4 November 2008 | Land covenants and successors in title
At a recent NZLS seminar on easements and covenants, a query was raised as to whether the words "inter partes" in section 90F of the Land Transfer Act 1952 ("LTA") mean that a land covenant created by easement instrument under s307 of the Property Law Act 2007 ("PLA") binds only the original parties and therefore does not bind successors in title. Thomas Gibbons, a partner at McCaw Lewis Chapman in Hamilton, and one of the co-presenters of that seminar, followed up that query in LawTalk issue 719.
As a first comment, "inter partes", according to Butterworths NZ Law Dictionary is Latin for "between the parties". Latin is not, of course, a compulsory part of LLB training any more and when the LTA is redrafted, it is hoped that Latin phrases like this can be avoided: they mean nothing to younger generations. That said, this provision only became law in 2005, so clearly some people feel there is still a place for Latin in legislation, as long as the words are in italics. I am not one of them.

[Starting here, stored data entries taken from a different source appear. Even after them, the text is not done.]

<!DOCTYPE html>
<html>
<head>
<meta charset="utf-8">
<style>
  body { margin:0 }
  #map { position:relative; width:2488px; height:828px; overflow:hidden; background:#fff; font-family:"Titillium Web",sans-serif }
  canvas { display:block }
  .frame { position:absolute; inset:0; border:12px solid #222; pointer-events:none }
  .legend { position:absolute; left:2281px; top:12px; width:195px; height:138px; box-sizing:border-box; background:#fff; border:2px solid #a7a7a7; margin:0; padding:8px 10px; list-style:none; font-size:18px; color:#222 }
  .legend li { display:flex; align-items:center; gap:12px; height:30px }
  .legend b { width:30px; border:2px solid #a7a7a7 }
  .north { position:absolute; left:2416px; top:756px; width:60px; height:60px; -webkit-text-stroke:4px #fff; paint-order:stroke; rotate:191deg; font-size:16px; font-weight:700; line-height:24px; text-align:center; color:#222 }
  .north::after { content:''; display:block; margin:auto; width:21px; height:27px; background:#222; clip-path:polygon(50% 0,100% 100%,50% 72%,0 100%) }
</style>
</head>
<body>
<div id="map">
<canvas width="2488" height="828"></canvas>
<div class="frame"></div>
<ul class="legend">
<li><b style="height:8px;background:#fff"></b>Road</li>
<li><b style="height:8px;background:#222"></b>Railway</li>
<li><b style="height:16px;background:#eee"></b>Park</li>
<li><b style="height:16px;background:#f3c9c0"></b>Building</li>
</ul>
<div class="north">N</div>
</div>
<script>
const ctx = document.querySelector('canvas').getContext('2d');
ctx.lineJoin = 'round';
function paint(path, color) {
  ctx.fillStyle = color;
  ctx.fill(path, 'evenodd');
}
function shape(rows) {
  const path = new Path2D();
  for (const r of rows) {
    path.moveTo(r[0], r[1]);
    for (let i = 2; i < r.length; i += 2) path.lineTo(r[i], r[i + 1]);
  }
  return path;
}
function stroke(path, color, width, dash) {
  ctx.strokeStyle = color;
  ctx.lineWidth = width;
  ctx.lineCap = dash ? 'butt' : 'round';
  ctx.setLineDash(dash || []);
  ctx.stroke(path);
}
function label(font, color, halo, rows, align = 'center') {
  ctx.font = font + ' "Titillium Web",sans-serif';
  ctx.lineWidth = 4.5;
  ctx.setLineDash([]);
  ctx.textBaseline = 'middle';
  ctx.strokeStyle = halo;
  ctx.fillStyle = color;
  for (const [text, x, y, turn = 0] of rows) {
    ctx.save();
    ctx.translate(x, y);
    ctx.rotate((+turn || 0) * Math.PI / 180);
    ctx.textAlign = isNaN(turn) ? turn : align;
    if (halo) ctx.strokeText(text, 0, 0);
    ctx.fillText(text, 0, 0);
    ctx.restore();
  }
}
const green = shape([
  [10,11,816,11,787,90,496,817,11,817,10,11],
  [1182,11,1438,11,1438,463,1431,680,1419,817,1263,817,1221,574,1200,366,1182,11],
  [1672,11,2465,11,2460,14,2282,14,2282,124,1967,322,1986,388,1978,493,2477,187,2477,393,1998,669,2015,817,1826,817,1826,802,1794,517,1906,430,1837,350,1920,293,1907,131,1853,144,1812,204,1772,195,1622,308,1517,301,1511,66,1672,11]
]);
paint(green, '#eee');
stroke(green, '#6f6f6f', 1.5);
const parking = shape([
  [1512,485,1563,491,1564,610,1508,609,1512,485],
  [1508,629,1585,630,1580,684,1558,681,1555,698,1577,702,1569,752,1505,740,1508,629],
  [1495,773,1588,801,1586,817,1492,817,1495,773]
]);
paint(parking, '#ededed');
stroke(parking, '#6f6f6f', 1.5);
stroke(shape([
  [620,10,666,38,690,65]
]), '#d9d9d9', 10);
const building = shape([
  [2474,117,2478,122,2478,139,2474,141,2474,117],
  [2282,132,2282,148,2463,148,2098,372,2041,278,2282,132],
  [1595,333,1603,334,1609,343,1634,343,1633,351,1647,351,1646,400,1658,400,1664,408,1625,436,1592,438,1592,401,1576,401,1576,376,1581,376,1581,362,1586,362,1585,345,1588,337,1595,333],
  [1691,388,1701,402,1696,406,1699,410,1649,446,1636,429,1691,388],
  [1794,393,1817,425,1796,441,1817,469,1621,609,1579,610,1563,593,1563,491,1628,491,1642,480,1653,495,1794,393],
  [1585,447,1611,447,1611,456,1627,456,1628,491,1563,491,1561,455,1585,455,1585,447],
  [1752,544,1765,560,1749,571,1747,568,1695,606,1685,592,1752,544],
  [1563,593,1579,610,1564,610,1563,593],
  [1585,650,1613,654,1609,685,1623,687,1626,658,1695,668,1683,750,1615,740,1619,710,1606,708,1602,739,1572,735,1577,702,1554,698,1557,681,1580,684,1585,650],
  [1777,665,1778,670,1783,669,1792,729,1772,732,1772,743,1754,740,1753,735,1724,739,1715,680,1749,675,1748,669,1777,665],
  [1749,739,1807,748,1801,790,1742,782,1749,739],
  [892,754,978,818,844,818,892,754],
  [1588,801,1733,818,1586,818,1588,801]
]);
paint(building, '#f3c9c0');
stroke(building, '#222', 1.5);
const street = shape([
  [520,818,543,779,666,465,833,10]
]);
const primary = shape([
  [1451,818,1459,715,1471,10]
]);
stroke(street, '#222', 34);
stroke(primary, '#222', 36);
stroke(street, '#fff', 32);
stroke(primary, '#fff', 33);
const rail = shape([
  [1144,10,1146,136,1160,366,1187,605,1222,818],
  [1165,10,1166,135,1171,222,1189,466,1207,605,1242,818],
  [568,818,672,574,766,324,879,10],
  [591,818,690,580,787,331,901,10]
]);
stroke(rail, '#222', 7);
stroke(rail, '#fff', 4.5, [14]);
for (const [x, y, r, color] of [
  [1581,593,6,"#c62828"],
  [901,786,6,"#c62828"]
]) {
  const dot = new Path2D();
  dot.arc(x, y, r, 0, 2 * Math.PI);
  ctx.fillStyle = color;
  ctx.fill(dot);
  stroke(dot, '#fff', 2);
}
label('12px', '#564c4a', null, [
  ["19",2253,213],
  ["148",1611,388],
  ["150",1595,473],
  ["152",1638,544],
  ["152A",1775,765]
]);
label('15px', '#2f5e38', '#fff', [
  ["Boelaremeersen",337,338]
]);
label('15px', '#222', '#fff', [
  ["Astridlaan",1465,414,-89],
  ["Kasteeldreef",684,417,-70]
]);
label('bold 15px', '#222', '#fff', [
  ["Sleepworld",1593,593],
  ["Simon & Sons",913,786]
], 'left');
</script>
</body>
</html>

We might logically ask why anyone would create a covenant by easement instrument if that would bind only the parties who signed. Why not simply create a covenant by deed? The reason for using an easement instrument rather than a deed would, of course, be to allow the covenant to be notified on the land transfer register. That is, the reason for using an easement instrument is to allow the covenant to bind successors in title.
To me, it seems counter-intuitive that a statute might be saying that you can put a covenant in an easement, but that it will not be binding on parties other than those who signed it. Odd provisions are not unknown to statute law, but we do need to start from the position that a statutory provision has some purpose.
To labour the point, if a covenant effected by easement instrument binds only those who sign it, then no covenants will be created by easement - a simple deed can do the job instead.
The matter is further clarified by the wording in s90F(1)(b) of the LTA, which says that the "inter partes" provision is subject to s307 of the PLA. As long as the covenant meets certain statutory requirements (benefits land and burdens other land, created at the right time, etc), then s307(3)-(5) seem to answer the question.
Section 305 says the Registrar General of Land may enter a notification of a covenant in the register (for the burdened and benefited land), while s307(4) states that a notified covenant is an interest in land under s62 of the LTA (meaning title is taken by subsequent purchasers subject to that covenant). Section 307(5) states that notification on the register makes the covenant an interest in land, "but does not in any other way give the covenant any greater operation than it would otherwise have".
So it is clear that a covenant - even one created by easement - is an interest in land, thereby binding future owners of the land. Section 307(5), in my view, means that the covenant remains an agreement (deed) between parties: not, for these purposes, the parties who signed it, but rather the relevant landowners at the time a question arises as to the covenant.
This provides a good place to refer back to s90F. We can, through the lens of s307, interpret "inter partes" to mean "between the parties owning the relevant land", rather than "between the parties who signed the instrument". This interpretation accords with s307, with property law practice, and with common sense, and means that we don't need to doubt the enforceability of land covenants created by easement against successors in title.